Eibergen, 20 augustus 1932

Eibergen, 20 Aug. 1932

 

B.E.

Het is hier zoo vervloekt warm momenteel, dat ik mijn vulpen niet kan vasthouden en dus tik.

Ik heb gisteren mijn roman: ‘Dr. Dumay Verliest...’ afgekregen, ondanks de record-temperatuur. Hij is nogal uitgedijd, 253 pag. getypt (tegen Hampton Court 176); het zijn 12 hoofdstukken van gemiddeld 20 pagina's. Ik beloofde Eddy, dat ik hem het manuscript dadelijk zou zenden; hij zal het dan weer aan jou doorsturen. Maar hij is volkomen uit mijn gezichtskring verdwenen; ik weet niet, of hij in Parijs zit, en zoo ja, waar; op mijn laatste brief heb ik nog geen antwoord ontvangen.

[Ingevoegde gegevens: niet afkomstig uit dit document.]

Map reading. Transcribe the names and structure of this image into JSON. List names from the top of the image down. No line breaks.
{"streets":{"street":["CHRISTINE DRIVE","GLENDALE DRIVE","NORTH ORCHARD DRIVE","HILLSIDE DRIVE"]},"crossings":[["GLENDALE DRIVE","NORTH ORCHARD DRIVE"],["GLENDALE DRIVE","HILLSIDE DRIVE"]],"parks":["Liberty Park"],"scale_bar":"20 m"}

Hierbij de stukken voor ‘Forum’ terug. Het stuk van Bep is uitstekend en weer een van haar beste dingen, vind ik; voor natuurlijk. Blystra heb ik met eenige moeite verzwolgen; het interesseert mij hoegenaamd niet, de personen zijn vlak, het arrangement is soms op het kinderachtige af (die man, die bij den Doge komt klagen, dat hij ruzie heeft gehad, en dan plotseling met hem gaat samenzweren!). Aangezien het stuk niet van Shakespeare is, imponeeren mij de italiaansche namen niet zoo erg; ik ben tegen opname.

Het vers ‘Afscheid’ van Engelman zal wel mooi zijn; het moet door de dichters geproefd worden, ik ben blanco; ‘het woeste voegen naar den wil des mans’ kan mij eigenlijk wel gestolen worden. ‘Vrouwen’ kan mij nog minder schelen; ik voor mij vind het zonde van de pagina, maar ik zal mij niet verzetten, als Eddy en Maurice het erin willen hebben. Geloof jij aan die hopende vrouwen?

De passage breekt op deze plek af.